Either way, if students are OpenAI’s top users, and that figure is in the 30-something percent range, the argument for universal and inevitable use in the workplaces seems a little flat. Seems you cannot have both. At least not simultaneously.
But don’t worry, if you happen not to notice any of that, OpenAI has a suggestion.
And I bet you already know what it is — use more AI, buy more AI:
Government and higher ed leaders can play a key role in driving student awareness to ChatGPT’s free products, as well as subsidizing equitable access to the latest models.
Yes — teachers need to drive awareness. And buy the expensive stuff, in the name of equity.
OpenAI wants to sell product. That is their job. They’ll tell you that students are learning, or that AI is an essential job skill. Just don’t look too long or too close.
A Dozen Students Caught Cheating Nursing Exam in Israel
Local news coverage from Israel says that a medical center caught 12 students cheating on a nursing exam and has suspended them from their study program.

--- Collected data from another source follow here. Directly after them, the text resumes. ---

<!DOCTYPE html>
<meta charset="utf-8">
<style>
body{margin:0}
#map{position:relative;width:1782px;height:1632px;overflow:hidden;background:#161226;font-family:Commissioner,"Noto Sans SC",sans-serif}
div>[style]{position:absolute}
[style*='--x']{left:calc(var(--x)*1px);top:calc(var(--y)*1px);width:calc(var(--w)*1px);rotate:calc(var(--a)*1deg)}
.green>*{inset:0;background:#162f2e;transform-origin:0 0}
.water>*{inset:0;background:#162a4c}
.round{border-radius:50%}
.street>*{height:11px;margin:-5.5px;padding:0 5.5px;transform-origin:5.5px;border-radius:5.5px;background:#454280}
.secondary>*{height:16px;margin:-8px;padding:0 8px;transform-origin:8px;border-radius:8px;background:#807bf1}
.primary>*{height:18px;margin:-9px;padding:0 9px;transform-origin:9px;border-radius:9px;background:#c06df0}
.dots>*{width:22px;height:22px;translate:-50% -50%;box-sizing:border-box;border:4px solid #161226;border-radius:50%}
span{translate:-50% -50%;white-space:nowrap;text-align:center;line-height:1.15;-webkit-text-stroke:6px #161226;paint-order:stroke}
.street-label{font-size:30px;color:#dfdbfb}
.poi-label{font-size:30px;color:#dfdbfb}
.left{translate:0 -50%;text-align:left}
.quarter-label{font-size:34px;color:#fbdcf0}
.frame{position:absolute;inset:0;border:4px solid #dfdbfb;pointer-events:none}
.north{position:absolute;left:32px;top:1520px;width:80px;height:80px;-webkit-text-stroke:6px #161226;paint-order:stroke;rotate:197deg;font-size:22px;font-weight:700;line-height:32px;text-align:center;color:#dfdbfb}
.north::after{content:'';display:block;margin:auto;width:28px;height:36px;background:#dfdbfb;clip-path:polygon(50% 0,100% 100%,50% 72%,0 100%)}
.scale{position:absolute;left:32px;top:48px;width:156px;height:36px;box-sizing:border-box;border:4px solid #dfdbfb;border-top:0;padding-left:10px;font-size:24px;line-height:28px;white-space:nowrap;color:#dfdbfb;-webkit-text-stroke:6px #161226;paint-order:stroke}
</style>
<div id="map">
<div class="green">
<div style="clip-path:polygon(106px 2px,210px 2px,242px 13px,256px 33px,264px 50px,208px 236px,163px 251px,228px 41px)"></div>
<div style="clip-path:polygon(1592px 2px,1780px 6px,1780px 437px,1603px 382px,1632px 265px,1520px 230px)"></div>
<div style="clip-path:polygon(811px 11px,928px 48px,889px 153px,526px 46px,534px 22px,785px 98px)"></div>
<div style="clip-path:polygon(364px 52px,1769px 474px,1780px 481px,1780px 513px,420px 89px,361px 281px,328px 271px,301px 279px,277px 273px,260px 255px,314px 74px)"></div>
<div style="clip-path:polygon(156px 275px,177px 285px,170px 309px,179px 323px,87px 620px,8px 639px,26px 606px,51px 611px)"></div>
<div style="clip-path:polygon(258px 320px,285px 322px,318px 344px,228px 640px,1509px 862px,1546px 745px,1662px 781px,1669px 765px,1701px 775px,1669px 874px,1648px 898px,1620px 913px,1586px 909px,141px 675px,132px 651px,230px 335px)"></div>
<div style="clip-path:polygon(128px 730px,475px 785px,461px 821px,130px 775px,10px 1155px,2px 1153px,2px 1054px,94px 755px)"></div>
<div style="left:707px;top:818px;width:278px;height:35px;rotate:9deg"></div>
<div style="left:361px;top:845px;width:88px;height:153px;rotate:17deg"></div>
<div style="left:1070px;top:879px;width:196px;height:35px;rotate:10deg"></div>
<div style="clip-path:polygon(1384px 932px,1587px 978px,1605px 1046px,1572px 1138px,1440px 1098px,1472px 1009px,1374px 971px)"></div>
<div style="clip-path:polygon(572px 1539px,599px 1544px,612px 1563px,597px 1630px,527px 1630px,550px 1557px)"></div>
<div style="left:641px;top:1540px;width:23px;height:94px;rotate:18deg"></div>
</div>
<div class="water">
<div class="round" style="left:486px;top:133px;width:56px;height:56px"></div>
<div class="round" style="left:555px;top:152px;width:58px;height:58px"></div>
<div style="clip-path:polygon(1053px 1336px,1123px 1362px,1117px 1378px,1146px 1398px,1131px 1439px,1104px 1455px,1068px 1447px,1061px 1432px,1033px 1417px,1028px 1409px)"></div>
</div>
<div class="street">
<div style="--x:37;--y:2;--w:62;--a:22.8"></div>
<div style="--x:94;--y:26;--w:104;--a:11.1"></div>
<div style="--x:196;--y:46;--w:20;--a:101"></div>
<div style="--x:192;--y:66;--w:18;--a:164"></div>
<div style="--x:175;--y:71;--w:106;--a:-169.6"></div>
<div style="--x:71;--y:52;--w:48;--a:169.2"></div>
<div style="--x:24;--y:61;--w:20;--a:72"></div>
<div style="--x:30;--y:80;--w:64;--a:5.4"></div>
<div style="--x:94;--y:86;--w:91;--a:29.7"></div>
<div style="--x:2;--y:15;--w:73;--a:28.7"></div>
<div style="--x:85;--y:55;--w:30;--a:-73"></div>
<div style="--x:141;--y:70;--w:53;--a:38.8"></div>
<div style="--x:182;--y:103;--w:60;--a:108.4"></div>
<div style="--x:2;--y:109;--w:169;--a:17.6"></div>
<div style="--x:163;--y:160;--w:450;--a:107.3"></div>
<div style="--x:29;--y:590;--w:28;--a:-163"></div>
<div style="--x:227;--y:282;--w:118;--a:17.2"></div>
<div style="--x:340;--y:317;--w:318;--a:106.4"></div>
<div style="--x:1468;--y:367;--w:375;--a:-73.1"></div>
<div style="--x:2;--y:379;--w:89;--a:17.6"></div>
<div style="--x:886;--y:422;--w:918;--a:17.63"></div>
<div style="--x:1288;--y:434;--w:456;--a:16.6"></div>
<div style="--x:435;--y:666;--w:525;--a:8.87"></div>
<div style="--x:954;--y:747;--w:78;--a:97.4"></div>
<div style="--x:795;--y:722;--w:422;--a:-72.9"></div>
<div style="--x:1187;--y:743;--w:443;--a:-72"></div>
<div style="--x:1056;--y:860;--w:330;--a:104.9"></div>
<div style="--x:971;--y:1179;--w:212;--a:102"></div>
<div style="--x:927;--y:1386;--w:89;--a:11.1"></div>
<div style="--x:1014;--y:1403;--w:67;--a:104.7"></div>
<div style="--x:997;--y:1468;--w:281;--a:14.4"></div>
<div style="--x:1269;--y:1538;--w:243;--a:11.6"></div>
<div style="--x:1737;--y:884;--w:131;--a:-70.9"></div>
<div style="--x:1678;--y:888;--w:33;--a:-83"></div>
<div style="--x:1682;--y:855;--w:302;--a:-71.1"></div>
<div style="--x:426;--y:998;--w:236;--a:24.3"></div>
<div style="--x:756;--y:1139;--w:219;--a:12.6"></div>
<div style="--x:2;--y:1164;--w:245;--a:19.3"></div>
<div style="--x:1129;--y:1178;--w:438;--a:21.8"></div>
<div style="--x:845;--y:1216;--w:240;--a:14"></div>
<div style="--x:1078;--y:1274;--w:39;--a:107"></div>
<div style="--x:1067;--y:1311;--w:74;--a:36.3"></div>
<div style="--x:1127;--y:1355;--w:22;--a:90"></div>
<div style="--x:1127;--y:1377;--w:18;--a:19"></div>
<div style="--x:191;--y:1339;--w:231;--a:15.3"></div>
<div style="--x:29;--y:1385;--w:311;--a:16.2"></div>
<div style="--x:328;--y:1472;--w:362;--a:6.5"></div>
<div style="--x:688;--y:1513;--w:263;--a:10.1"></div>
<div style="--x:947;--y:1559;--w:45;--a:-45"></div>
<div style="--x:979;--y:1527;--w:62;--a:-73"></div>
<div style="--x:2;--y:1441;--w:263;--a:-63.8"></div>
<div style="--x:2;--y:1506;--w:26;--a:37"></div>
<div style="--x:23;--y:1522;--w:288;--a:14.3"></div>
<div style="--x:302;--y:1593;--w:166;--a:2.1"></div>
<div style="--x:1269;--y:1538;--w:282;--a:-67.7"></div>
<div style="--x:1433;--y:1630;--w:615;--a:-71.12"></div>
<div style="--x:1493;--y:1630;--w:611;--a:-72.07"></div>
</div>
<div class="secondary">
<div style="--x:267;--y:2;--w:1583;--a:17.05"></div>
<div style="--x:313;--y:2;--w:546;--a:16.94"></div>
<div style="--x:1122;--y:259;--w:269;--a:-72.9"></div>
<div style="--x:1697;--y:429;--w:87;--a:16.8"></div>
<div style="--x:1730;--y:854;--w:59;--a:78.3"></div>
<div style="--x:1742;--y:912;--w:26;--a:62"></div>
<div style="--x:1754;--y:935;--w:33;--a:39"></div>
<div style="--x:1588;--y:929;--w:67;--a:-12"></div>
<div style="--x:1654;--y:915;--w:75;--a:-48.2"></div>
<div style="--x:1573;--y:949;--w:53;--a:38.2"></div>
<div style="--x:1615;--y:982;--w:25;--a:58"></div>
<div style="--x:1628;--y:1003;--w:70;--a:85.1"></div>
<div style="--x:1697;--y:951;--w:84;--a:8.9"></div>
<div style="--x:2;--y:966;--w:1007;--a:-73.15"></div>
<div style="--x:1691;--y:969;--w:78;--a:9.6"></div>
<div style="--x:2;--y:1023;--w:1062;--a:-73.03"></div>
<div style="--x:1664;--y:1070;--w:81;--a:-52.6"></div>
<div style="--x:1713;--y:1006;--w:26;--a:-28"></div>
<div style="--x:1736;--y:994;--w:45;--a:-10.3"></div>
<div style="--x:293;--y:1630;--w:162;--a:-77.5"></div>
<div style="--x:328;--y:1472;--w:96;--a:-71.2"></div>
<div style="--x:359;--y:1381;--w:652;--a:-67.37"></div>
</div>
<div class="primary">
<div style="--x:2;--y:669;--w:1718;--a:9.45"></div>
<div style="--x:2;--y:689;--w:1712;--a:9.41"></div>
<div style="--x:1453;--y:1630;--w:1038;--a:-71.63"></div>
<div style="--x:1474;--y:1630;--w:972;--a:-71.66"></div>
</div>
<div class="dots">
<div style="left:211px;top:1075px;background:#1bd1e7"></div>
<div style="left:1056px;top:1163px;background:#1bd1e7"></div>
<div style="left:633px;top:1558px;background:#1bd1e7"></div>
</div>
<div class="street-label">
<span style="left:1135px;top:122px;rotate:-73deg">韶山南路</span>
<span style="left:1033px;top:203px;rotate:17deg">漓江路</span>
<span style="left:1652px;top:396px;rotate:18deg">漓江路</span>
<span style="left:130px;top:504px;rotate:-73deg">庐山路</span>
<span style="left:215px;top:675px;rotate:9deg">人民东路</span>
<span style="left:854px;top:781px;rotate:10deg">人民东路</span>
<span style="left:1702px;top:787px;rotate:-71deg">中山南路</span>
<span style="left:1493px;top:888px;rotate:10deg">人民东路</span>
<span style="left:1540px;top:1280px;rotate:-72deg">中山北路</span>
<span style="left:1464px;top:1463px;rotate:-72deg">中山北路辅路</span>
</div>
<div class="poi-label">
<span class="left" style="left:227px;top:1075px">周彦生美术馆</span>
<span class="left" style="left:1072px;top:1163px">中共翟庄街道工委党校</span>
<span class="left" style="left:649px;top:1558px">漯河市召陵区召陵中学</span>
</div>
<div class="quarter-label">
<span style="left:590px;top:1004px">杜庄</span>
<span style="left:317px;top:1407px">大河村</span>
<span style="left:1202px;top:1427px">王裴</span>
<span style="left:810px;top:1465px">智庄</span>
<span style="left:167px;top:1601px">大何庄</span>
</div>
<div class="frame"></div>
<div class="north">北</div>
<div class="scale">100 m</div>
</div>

Personally, I find the article passively racist, but nonetheless, the academic integrity part says:
Twelve nursing students were caught cheating during an exam at Barzilai Medical Center using wireless earpieces connected to their mobile phones, which transmitted answers in real time.
The students, all first-year participants in an academic track for professional retraining as registered nurses, were discovered at the end of the test. Following the revelation, they were suspended from their studies.
The medical center became suspicious when test scores of otherwise mediocre students increased substantially.
Also, nursing. Future, or would-be nurses, cheating on exams. Fantastic.